BROWN kurta long white hair and bespectacled, Adoor Gopalakrishnan, one of India’s finest film-makers, is quiet, soft-spoken and unobtrusive as he weaves his way in and out of the crowd (like his films) during any film festival, that is if he is not surrounded by a host of admirers. He can be spotted easily and the sheer adulation of his admirers, is amazing.

The other day we had lunch at a comparatively unknown restaurant in central Mumbai when the chief steward came up to him for an autograph: "My father is a great admirer of yours, he’s seen all your films," he told him. Adoor obliged, again unobtrusively, but addressing it to the admirer whose son must have been too young to see Adoor’s Swayamvaram when it was released in the early 1970s.

 

Adoor Gopalakrishnan"Yes, I showed Kalamandalam Gopi to a group of Kathakali dancers at the first screening to get their reaction... they loved it, but were sad when it ended, they could do with a longer film," Adoor says smiling broadly, something he doesn’t do too often. The film which was in the competition section of MIFF 2000 was made four years after his last feature film Kathapurusham.

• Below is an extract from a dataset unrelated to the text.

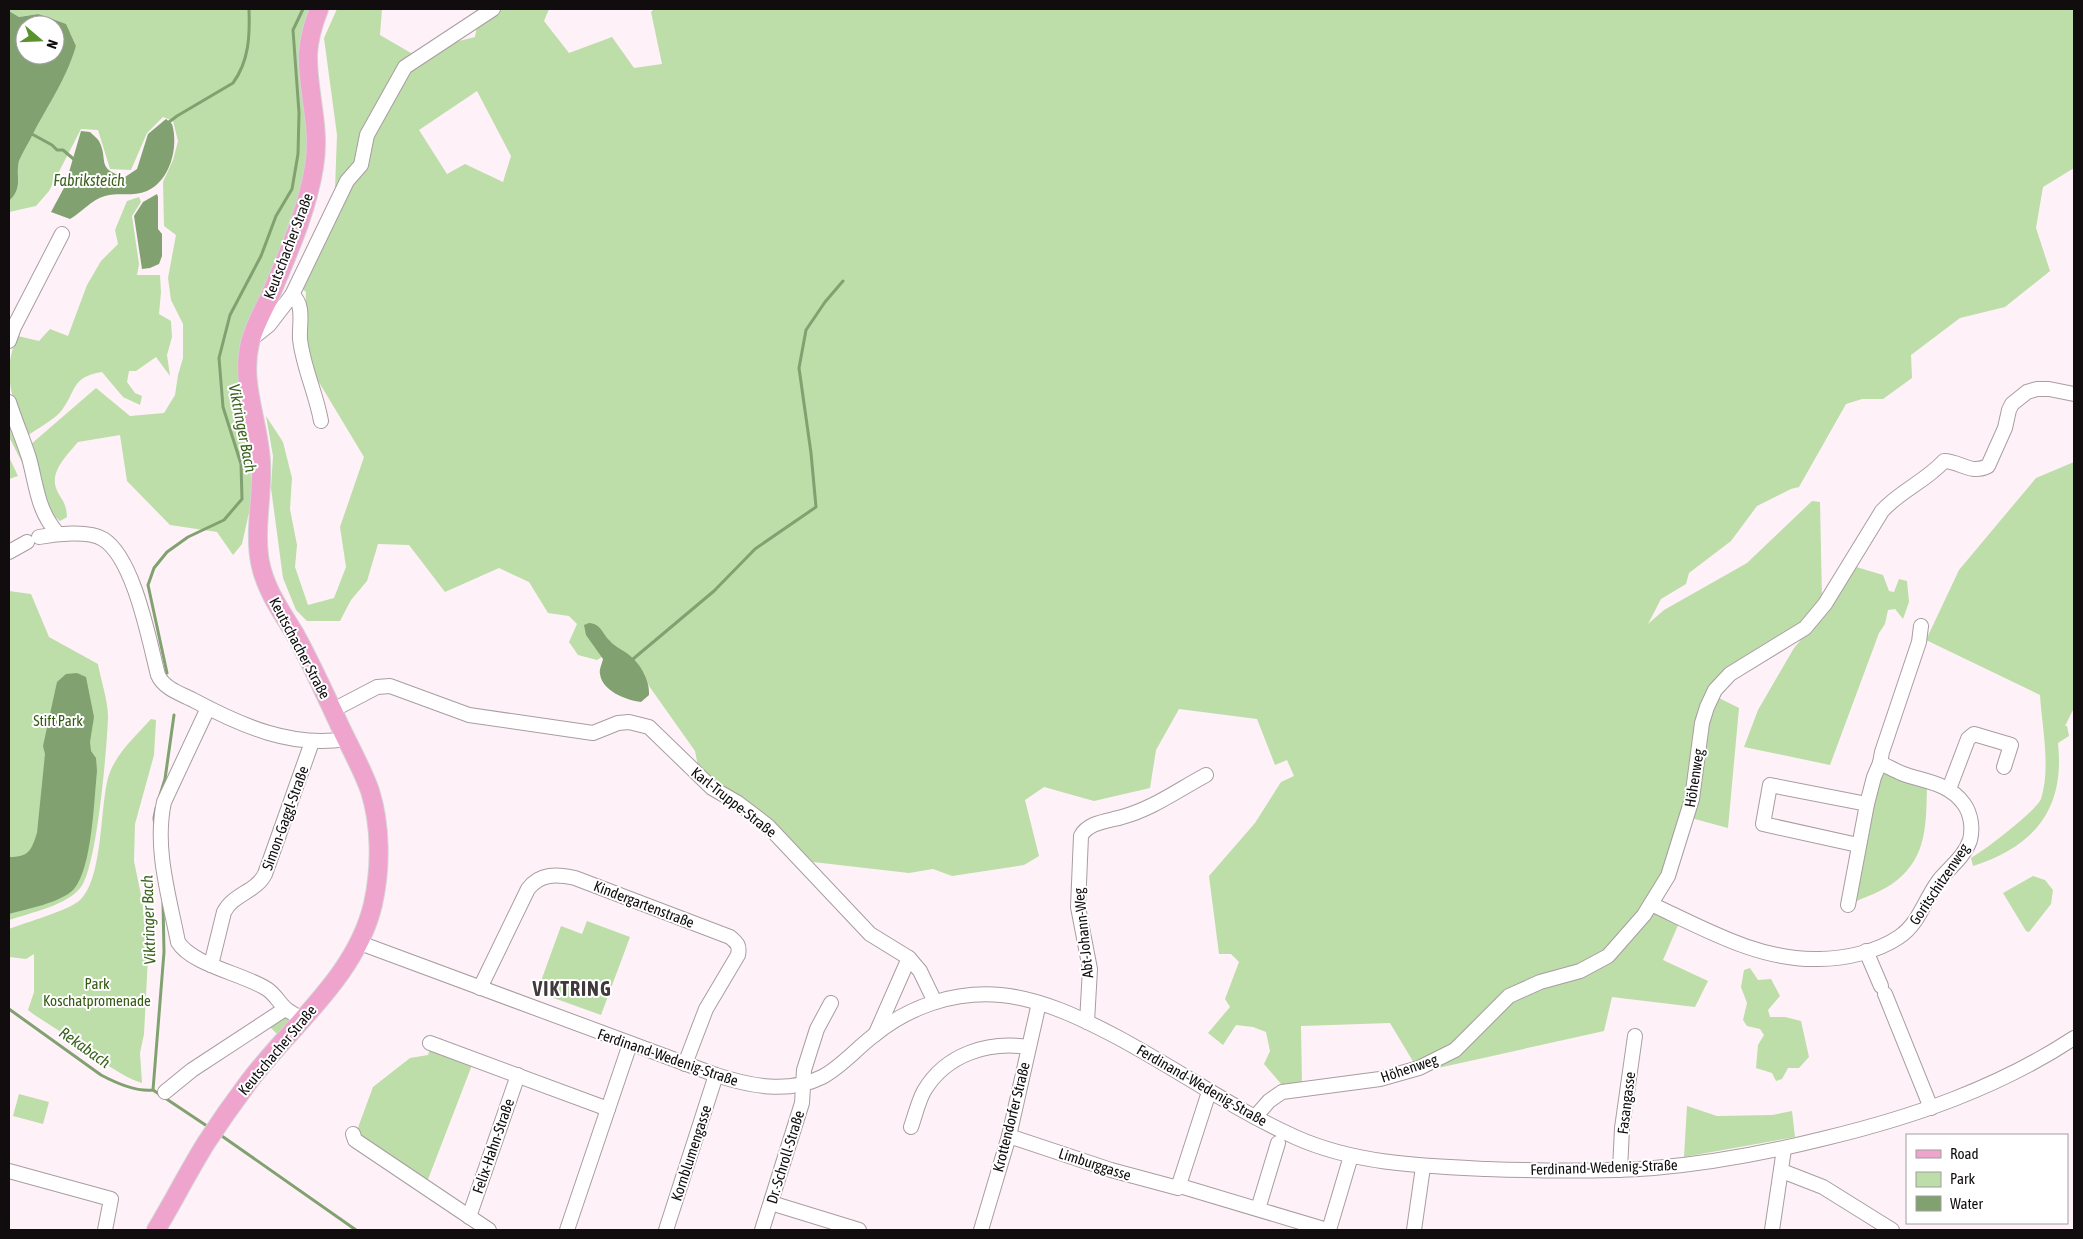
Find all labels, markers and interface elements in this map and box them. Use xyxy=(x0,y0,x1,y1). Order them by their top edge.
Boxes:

"I generally make a film every three years, but since I did not make one I thought I’d at least make half a film," he says about his latest documentary. Yes, like a writer’s urge to write, so too film-makers get this urge to make a film. But for Adoor it is not conforming with time. "It is a process which has to germinate," he says. "I read, do some writing and like to lie fallow for a while, then it comes. When people say finish your film in a month so that it can be entered for next years panorama, I just smile away. I can’t make films to order," he adds sweetly.

At the moment he is reading about the other Kerala dance form Mohiniattam and in good time he’ll make a film on that but before that will be his next feature film which he doesn’t like to talk about in advance. He likes to do films on the traditional art forms and is obviously close to his Kerala roots. When he speaks of his village, Adoor, and the river flowing near his house his eyes light up. But then aren’t most creative folks lovers of nature?

Not unexpectedly, Adoor is an admirer of Kalamandalam Gopi of whom the script says, "he has only to think of an emotion and it is there, all over him." Then they speak of his eyes, expressive as ever and his captivating stage presence. No, he deliberately broke up the dance sequences with snatches of Gopi’s life. "One must think of the viewer, he shouldn’t get bored," says Adoor and don’t we all know that the Kathakali is a specialised art form and only those who know all the nuances can fully appreciate it.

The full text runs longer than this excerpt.